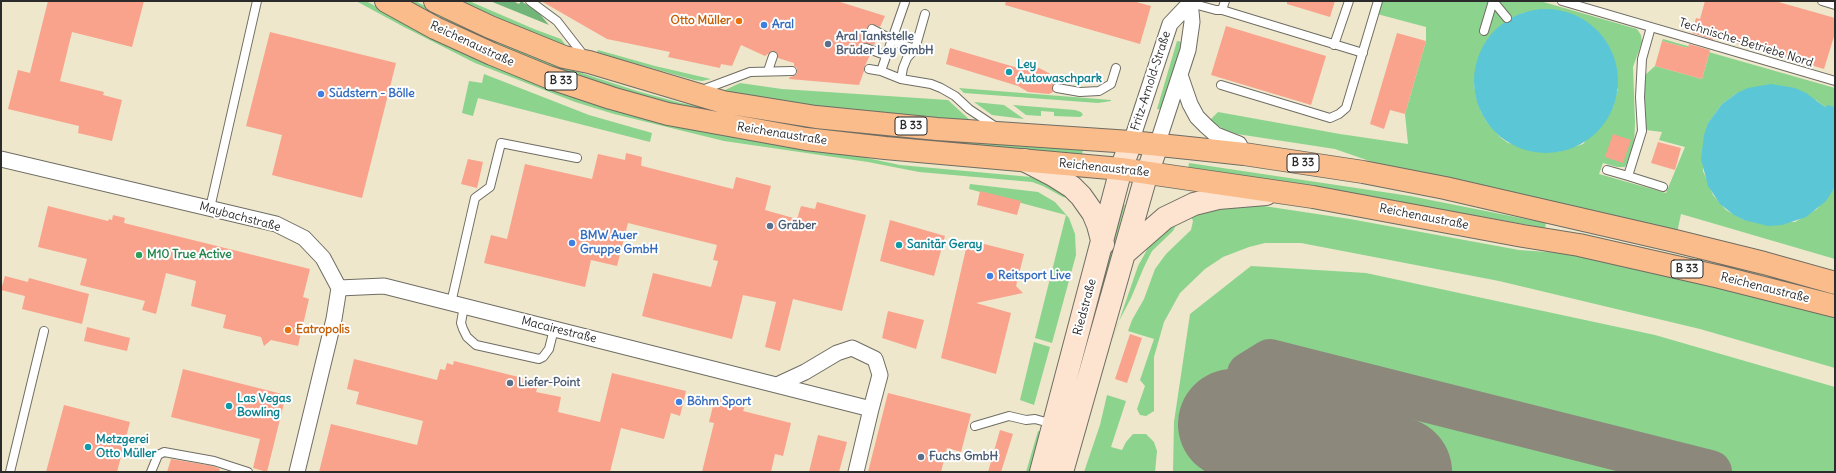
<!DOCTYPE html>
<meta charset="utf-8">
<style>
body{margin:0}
#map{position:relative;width:1836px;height:473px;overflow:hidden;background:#eee7cc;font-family:Delius,sans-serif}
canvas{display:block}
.frame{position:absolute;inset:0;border:2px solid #2b2b2b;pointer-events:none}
</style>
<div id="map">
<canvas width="1836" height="473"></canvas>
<div class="frame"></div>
</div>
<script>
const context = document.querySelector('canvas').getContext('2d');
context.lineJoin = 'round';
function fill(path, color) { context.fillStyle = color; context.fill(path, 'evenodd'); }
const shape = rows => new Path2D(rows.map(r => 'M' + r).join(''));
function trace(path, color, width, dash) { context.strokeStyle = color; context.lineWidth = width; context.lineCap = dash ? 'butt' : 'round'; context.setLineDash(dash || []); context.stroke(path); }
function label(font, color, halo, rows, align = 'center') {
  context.font = font + ' Delius,sans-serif'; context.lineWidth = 4; context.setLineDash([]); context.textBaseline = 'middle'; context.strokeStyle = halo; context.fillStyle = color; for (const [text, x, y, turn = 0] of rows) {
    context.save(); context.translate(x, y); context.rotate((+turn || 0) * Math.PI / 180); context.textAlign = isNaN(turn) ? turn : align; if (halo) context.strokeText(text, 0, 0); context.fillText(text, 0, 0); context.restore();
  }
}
fill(shape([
 [356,1,366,1,406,23,656,121,725,136,848,154,900,165,1031,177,1044,181,1059,188,1068,198,1063,197,1043,186,1032,182,919,172,868,162,724,141,614,114,575,102,475,63,404,27],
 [403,1,415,1,453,20,554,64,637,91,681,103,733,113,1083,147,1082,157,793,128,635,96,512,53],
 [456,1,469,1,534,29,561,39,568,48],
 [1381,1,1540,1,1637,29,1641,35,1642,42,1633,67,1635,122,1634,148,1625,167,1617,167,1603,163,1599,174,1666,193,1685,147,1659,140,1662,132,1646,130,1644,76,1655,66,1702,79,1709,54,1662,41,1663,39,1835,88,1835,109,1834,107,1825,107,1816,100,1737,93,1722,104,1708,123,1703,171,1713,195,1726,210,1744,220,1795,222,1817,209,1835,187,1835,259,1681,214,1677,233,1551,204,1497,188,1378,164,1335,149,1237,134,1223,129,1210,120,1218,112,1340,134,1408,144,1405,114,1426,41,1426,27,1377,14],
 [1547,9,1618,89,1613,107,1583,144,1557,152,1508,143,1500,137,1486,121,1481,112,1476,97,1474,85,1504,23,1523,13],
 [1177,41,1182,42,1162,110,1157,109],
 [598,50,655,66,711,79,702,81,694,80,623,60,597,52],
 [484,74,589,115,652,133,650,142,478,98,473,116,462,113,469,81,482,83],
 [740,83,782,89,948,100,972,122,852,112,723,91],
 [959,88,1111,100,1111,101,1098,103,964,93],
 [974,102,1004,105,1024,119,992,115],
 [1013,105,1075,110,1081,112,1083,115,1080,117,1054,116,1054,112,1041,111,1041,116,1026,115],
 [1189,163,1410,196,1546,223,1545,228,1294,183,1188,169],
 [970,184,1038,192,1055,202,1069,218,1075,234,1076,255,1052,343,1035,338,1066,215,969,189],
 [1244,203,1350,219,1519,250,1575,254,1835,316,1835,368,1700,329,1499,281,1301,243,1265,243,1249,247,1223,257,1205,269,1180,293,1164,322,1154,357,1154,411,1146,416,1140,415,1137,409,1145,386,1140,380,1154,339,1128,331,1132,320,1144,299,1155,269,1166,254,1191,230,1193,221,1190,214],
 [1120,204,1125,205,1105,280,1103,281],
 [1176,225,1173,231,1152,251,1144,267,1131,298,1118,323,1093,399,1087,427,1073,472,1069,466,1138,266,1148,248,1157,237,1168,227],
 [1251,266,1366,273,1655,335,1835,387,1835,472,1173,472,1174,422,1190,314],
 [1034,342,1050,347,1034,405,1020,400],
 [1107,395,1126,401,1111,447,1122,450,1126,442,1133,434,1146,434,1154,442,1157,451,1155,472,1084,472,1100,425],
 [1038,431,1043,432,1035,472,1026,472]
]), '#8cd38e');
fill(shape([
 [490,1,513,1,519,4,521,1,538,12,549,25]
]), '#71b579');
fill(shape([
 '1474 81a72 72 0 1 1 144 0a72 72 0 1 1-144 0Z',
 [1771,84,1795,88,1806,93,1825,107,1828,105,1834,107,1835,187,1826,201,1806,217,1782,225,1768,226,1744,220,1734,215,1720,204,1708,186,1701,159,1704,135,1708,123,1722,104,1737,93,1748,88]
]), '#5bc6d5');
trace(shape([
 [1233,424,1249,374,1270,361,1710,472]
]), '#8c897c', 44);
trace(shape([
 [1233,424,1397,472]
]), '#8c897c', 110);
fill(shape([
 [48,1,144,1,132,47,72,32,60,81,104,92,103,95,122,100,112,141,78,133,79,126,8,109,18,70,30,73],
 [541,1,837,1,885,16,880,27,872,24,867,27,868,32,877,38,874,45,865,43,861,46,862,52,870,55,864,68,864,71,859,85,789,79,790,77,794,76,797,73,797,68,794,66,794,63,778,58,778,55,775,51,772,51,765,56,741,45,732,66,721,64,720,68,668,57,670,52,607,39],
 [1006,1,1133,1,1151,6,1140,44,1005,5],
 [1287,1,1335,1,1330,17,1287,4],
 [1705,1,1775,1,1835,18,1835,33,1824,69,1714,37,1713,40,1692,33,1696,18,1700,19],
 [1226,26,1326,56,1311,105,1211,75],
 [270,32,396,63,362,198,272,175,282,135,246,126],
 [1397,33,1426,41,1405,114,1390,110,1384,129,1370,124],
 [1662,41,1688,48,1689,44,1710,50,1702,79,1655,66],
 [950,48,1018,68,1027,66,1039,68,1049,73,1057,83,1053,85,1053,92,1049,94,1028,92,1018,86,946,64],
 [1613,134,1631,140,1623,163,1605,157],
 [1658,142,1681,148,1675,170,1651,163],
 [626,153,642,157,641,165,642,166,733,189,736,177,771,186,765,210,797,219,801,206,815,209,817,202,866,215,842,311,793,299,780,351,765,347,776,302,743,295,732,339,642,316,653,273,711,287,718,261,713,260,717,245,628,223,617,266,591,260,585,287,484,263,491,235,507,239,525,164,592,179,598,154,625,160],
 [468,159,483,162,477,188,461,184],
 [980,191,1021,201,1017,215,977,205],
 [48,206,108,221,109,219,112,220,113,215,125,218,124,223,310,269,303,297,309,299,298,346,271,340,264,346,261,337,223,328,226,315,191,306,196,281,166,273,156,314,142,310,145,301,80,285,87,259,38,247],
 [890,220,945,236,934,276,880,261],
 [968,240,1024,254,1016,286,1023,293,976,303,1011,313,996,374,941,358],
 [5,276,28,282,29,278,89,294,82,324,22,309,25,296,1,290],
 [888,311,924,320,916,349,882,338],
 [87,327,130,338,127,351,84,341],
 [1130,334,1142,338,1127,383,1115,379],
 [354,359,437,380,440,369,445,370,447,363,453,365,454,361,539,382,536,392,561,397,558,412,600,422,612,373,686,391,680,416,671,413,664,439,621,428,610,472,319,472,331,424,417,445,423,421,356,404,359,392,347,389],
 [183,369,286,395,267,472,253,468,260,439,171,417],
 [888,393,971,414,961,452,947,448,941,472,868,472],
 [715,398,745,406,743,411,791,423,783,456,775,454,771,472,702,472,714,423,709,422],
 [64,405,130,422,117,472,46,472],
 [1000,430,1013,434,1001,472,988,472],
 [818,435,847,442,839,472,809,472],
 [171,459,213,466,220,469,219,472,167,472]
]), '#f9a38c');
const lane = shape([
 [530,1,557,21,585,57],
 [1225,1,1222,10,1363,53],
 [1493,1,1507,18],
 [1562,1,1835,81],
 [1822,1,1835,5],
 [1190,3,1216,10,1222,10],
 [872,29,900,44,915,49],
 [1484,31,1493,1],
 [1334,45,1349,1],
 [866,48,885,55],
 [869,69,881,71,901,79,931,84,941,88,955,96,969,109,996,127],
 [768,71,773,56],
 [881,71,905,2],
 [901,79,903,68,907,58,915,49,925,14],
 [1221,85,1330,118,1339,114,1346,108,1378,1],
 [1057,88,1080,92,1099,91,1111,84,1116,68],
 [702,90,750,72,792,71],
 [1607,170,1628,176,1642,131,1640,97,1642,59,1651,27],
 [1628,176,1663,187],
 [210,208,257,1],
 [451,303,475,198,490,187,501,143,577,158],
 [464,306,461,323,463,329,467,337,476,345,539,359,543,357,549,349,554,329],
 [975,426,1009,416,1026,420,1035,419,1053,424],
 [10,472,44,331],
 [151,472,158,455,164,452,214,461,248,472]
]);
const street = shape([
 [1180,75,1190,104,1197,117,1206,126,1216,135,1239,144,1244,154],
 [1131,142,1170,24,1190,3],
 [1157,145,1188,50,1192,22,1190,1],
 [1,159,276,224,304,238,323,258,339,288,334,319,297,472],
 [339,288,384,286,705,367,871,409,880,375,875,359,852,348,837,353,805,372,777,385],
 [856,472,871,409]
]);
const secondary = shape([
 [1024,160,1053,175,1072,187,1081,196,1093,213,1098,225,1103,244],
 [1126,252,1165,218,1194,204,1218,198,1266,194],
 [1041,472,1121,169,1131,142],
 [1062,472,1144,183,1157,145]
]);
const primary = shape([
 [386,1,435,28,492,54,548,77,611,98,668,114,806,139,885,148,1121,169,1313,197,1523,236,1579,245,1720,277,1835,306],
 [435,1,490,27,564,57,589,62,723,102,816,117,937,129,1131,142,1198,149,1244,154,1363,172,1445,188,1675,241,1764,263,1835,283]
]);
trace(lane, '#6f6d63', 10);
trace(street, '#6f6d63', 17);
trace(secondary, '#6f6d63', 24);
trace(primary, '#6f6d63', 24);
trace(lane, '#fff', 8);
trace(street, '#fff', 15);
trace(secondary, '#fde4d0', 22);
trace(primary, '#f9bc8a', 22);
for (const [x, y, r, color] of [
 [739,21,4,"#e8710a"],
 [764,25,4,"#3f7fe0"],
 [828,44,4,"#5c6f8a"],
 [1009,72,4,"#0f9aa8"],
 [321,94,4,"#3f7fe0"],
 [770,226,4,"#5c6f8a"],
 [572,243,4,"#3f7fe0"],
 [899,245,4,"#0f9aa8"],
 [139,255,4,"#2e9e5b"],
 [990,276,4,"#3f7fe0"],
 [288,330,4,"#e8710a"],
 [510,383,4,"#5c6f8a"],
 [679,402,4,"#3f7fe0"],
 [229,406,4,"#0f9aa8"],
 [88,447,4,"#0f9aa8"],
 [921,457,4,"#5c6f8a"]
]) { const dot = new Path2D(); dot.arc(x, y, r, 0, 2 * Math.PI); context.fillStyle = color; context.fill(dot); trace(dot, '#fff', 1.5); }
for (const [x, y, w] of [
 [561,81,32],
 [911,126,32],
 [1303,163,32],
 [1687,269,32]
]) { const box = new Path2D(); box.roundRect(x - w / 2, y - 9, w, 18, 3); context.fillStyle = '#fff'; context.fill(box); trace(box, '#2b2b2b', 1); }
label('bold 11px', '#2b2b2b', null, [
 ["B 33",561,81],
 ["B 33",911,126],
 ["B 33",1303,163],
 ["B 33",1687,269]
]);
label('bold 12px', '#c56008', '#fff', [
 ["Otto Müller",731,21],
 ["Eatropolis",296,330,"left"]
], 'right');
label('bold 12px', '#366cbe', '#fff', [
 ["Aral",772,25],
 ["Südstern - Bölle",329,94],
 ["BMW Auer",580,236],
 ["Gruppe GmbH",580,250],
 ["Reitsport Live",998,276],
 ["Böhm Sport",687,402]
], 'left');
label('bold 12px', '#4e5e75', '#fff', [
 ["Aral Tankstelle",836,37],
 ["Brüder Ley GmbH",836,51],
 ["Gräber",778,226],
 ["Liefer-Point",518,383],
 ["Fuchs GmbH",929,457]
], 'left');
label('12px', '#2b2b2b', '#fff', [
 ["Technische-Betriebe Nord",1746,43,17],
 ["Reichenaustraße",472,44,25],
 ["Fritz-Arnold-Straße",1151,81,-72],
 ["Reichenaustraße",782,134,9],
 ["Reichenaustraße",1104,168,6],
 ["Maybachstraße",240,217,15],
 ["Reichenaustraße",1424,217,11],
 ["Reichenaustraße",1765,288,14],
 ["Riedstraße",1085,307,-75],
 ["Macairestraße",559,330,14]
]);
label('bold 12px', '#0d838f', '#fff', [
 ["Ley",1017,65],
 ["Autowaschpark",1017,79],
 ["Sanitär Geray",907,245],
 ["Las Vegas",237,399],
 ["Bowling",237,413],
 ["Metzgerei",96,440],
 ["Otto Müller",96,454]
], 'left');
label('bold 12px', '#27864d', '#fff', [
 ["M10 True Active",147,255]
], 'left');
</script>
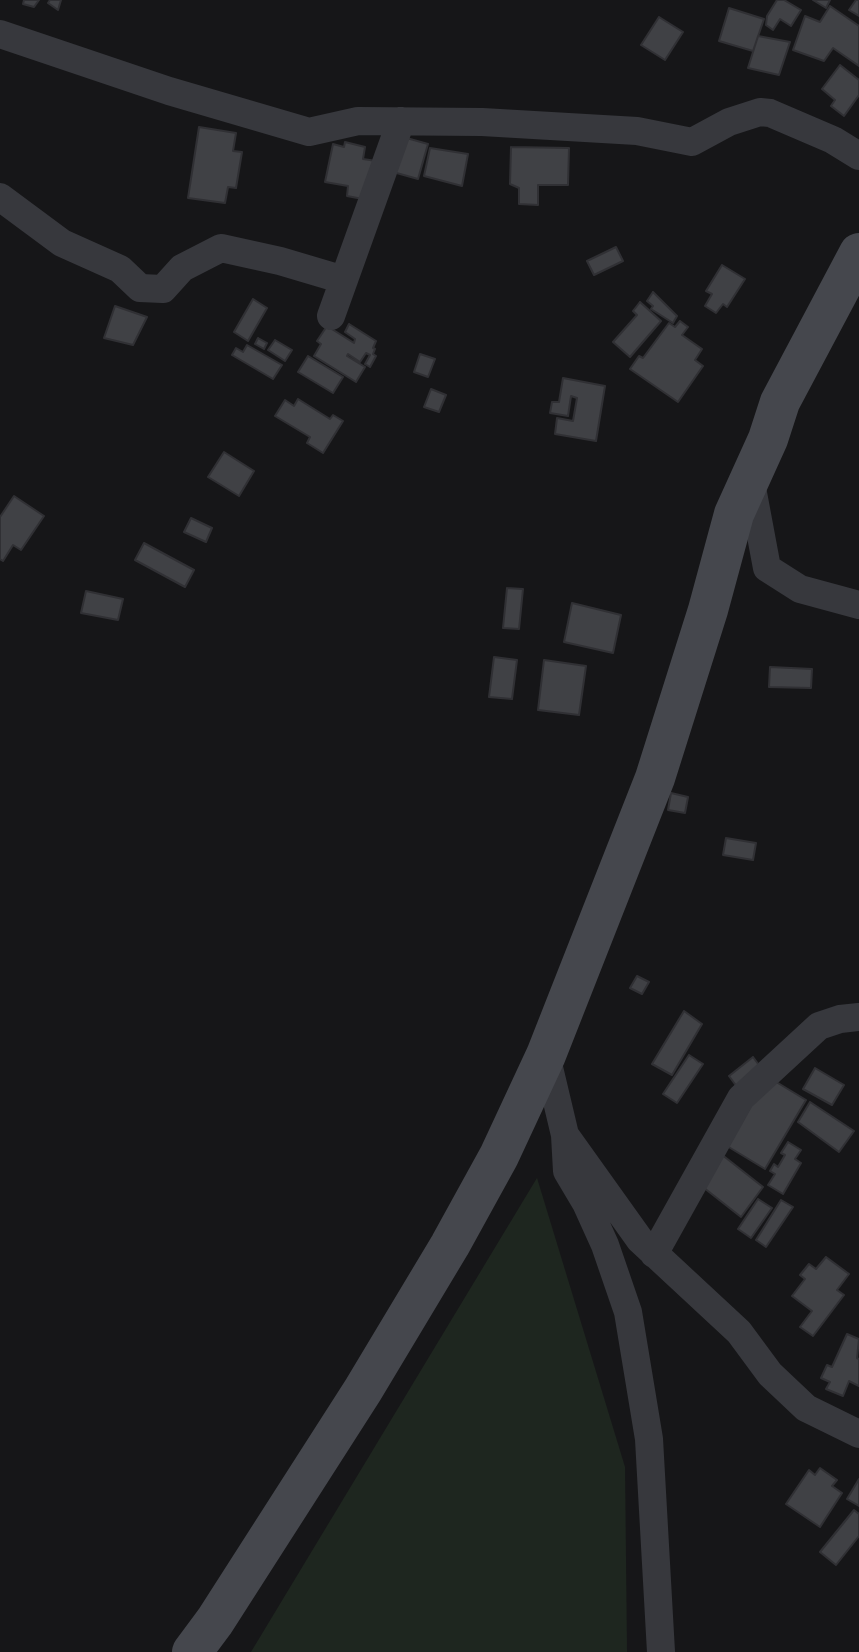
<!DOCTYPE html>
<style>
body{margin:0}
canvas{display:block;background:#161618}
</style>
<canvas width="859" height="1652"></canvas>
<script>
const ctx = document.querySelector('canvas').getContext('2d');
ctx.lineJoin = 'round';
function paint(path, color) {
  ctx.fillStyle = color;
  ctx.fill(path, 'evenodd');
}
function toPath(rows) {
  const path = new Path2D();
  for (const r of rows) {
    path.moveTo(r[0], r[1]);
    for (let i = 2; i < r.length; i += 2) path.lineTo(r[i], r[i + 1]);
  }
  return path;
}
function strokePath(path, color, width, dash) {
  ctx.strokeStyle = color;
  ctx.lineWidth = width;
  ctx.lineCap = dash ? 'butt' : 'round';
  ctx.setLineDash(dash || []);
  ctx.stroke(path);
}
const green = toPath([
 [537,1178,625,1467,627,1652,251,1652]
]);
const building = toPath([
 [24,0,39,0,34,7,23,4,24,0],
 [50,0,61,0,58,10,48,3,50,0],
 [777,0,784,0,801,10,791,26,780,19,773,30,766,25,767,16,777,0],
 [813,0,830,0,826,8,813,0],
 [856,0,859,0,859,16,849,10,856,0],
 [830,6,859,26,859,66,833,48,824,61,793,50,805,16,820,22,830,6],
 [729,8,764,19,753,51,719,41,729,8],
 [659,17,683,32,665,60,641,45,659,17],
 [758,36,790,42,779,75,748,68,758,36],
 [840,65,859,80,859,95,844,116,831,106,835,100,822,89,840,65],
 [199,127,236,133,233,151,242,152,236,188,228,187,225,203,188,198,199,127],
 [403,137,428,144,418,179,393,172,403,137],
 [345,142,365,147,363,159,376,161,368,200,347,196,348,186,325,182,333,144,344,147,345,142],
 [511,147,569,148,568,185,538,185,538,205,519,204,519,188,510,184,511,147],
 [430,148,468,154,462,186,424,176,430,148],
 [616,247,623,261,594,275,587,261,616,247],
 [722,265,745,279,727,307,723,304,716,313,705,306,712,294,706,291,722,265],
 [653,292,677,316,673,323,651,309,653,306,647,301,653,292],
 [253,299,267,308,248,341,234,332,253,299],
 [640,302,661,321,630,357,613,342,637,315,633,311,640,302],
 [115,306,147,317,133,345,104,338,115,306],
 [680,321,688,327,682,335,702,349,695,360,703,366,678,402,630,369,639,356,643,358,669,323,675,327,680,321],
 [349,324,376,341,373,348,375,349,373,354,376,356,370,367,365,364,370,355,366,353,360,362,348,354,347,356,365,367,356,382,314,356,321,344,317,341,327,326,354,343,355,339,345,332,349,324],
 [258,338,267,343,264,349,255,344,258,338],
 [275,340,292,350,285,361,268,350,275,340],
 [247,345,282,365,273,379,232,355,236,348,243,352,247,345],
 [420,354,435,359,428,377,414,372,420,354],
 [308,356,343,377,333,393,298,372,308,356],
 [563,378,605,386,596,441,555,434,557,418,573,421,577,398,571,396,568,416,550,413,552,402,559,402,563,378],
 [431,389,446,395,439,412,424,407,431,389],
 [298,399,330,419,333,415,343,421,323,453,307,443,310,437,275,416,285,400,294,406,298,399],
 [224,452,254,471,239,496,208,477,224,452],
 [14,496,44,516,21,550,13,545,3,561,0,559,0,517,14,496],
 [191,518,212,528,206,542,184,532,191,518],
 [144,543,194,570,185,587,135,560,144,543],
 [507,588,523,589,519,629,503,628,507,588],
 [86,591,123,599,118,620,81,613,86,591],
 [572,603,621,615,613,653,564,642,572,603],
 [494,657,517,660,512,699,489,697,494,657],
 [544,660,586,666,579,715,538,710,544,660],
 [770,667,812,669,811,688,769,687,770,667],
 [671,793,688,797,685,813,668,810,671,793],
 [726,838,756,843,753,860,723,855,726,838],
 [637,976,649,982,642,994,630,988,637,976],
 [684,1011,702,1024,672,1075,652,1064,684,1011],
 [689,1055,703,1064,677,1103,663,1094,689,1055],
 [753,1057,764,1072,740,1091,729,1076,753,1057],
 [815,1068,844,1085,832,1105,803,1089,815,1068],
 [768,1077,806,1100,765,1169,727,1146,768,1077],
 [810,1102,854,1131,839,1152,798,1122,810,1102],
 [788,1142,801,1150,795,1159,801,1163,783,1194,768,1185,775,1174,770,1171,774,1164,778,1167,785,1155,781,1153,788,1142],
 [721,1154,763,1187,741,1217,699,1184,721,1154],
 [758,1199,772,1208,751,1238,738,1229,758,1199],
 [781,1200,793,1207,766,1247,756,1240,781,1200],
 [826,1257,849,1274,837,1290,844,1295,813,1336,800,1327,812,1311,792,1296,805,1279,800,1275,809,1264,816,1269,826,1257],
 [847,1334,859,1339,857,1358,859,1359,859,1386,849,1381,843,1396,826,1389,830,1382,821,1378,827,1365,832,1367,847,1334],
 [820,1468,837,1480,832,1486,842,1493,820,1527,786,1504,809,1470,815,1475,820,1468],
 [859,1479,859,1506,847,1499,859,1479],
 [854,1510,859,1514,859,1536,836,1565,820,1552,854,1510]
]);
const minor = toPath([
 [0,34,169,91,309,132,358,121,482,122,637,131,692,142,729,122,760,112,770,113,833,140,859,156],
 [0,197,62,243,120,269,140,288,163,289,182,268,221,248,280,261,344,280],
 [331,316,401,121],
 [750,477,767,568,800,589,859,605],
 [546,1055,565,1135,567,1171,586,1203,605,1245,628,1312,649,1439,661,1652],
 [565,1135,640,1240,739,1332,770,1374,806,1408,859,1434],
 [654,1254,741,1098,819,1026,840,1019,859,1017]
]);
const secondary = toPath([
 [192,1652,215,1621,363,1390,450,1245,499,1156,546,1055,655,778,708,610,734,514,768,439,780,402,859,253]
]);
paint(green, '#1e261f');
paint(building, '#404145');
strokePath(building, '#303034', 2);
strokePath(minor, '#37383d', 28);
strokePath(secondary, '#45474d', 40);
</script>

+===+

PROBLEM TO WORK ON: Begin at the top of the material above and output each line exactly, stopping after the line that holds "function label(font, color, halo, rows, align". Leave out pictures.

EXPECTED ANSWER:
<!DOCTYPE html>
<meta charset="utf-8">
<style>
body{margin:0}
#map{position:relative;width:1836px;height:473px;overflow:hidden;background:#eee7cc;font-family:Delius,sans-serif}
canvas{display:block}
.frame{position:absolute;inset:0;border:2px solid #2b2b2b;pointer-events:none}
</style>
<div id="map">
<canvas width="1836" height="473"></canvas>
<div class="frame"></div>
</div>
<script>
const context = document.querySelector('canvas').getContext('2d');
context.lineJoin = 'round';
function fill(path, color) { context.fillStyle = color; context.fill(path, 'evenodd'); }
const shape = rows => new Path2D(rows.map(r => 'M' + r).join(''));
function trace(path, color, width, dash) { context.strokeStyle = color; context.lineWidth = width; context.lineCap = dash ? 'butt' : 'round'; context.setLineDash(dash || []); context.stroke(path); }
function label(font, color, halo, rows, align = 'center') {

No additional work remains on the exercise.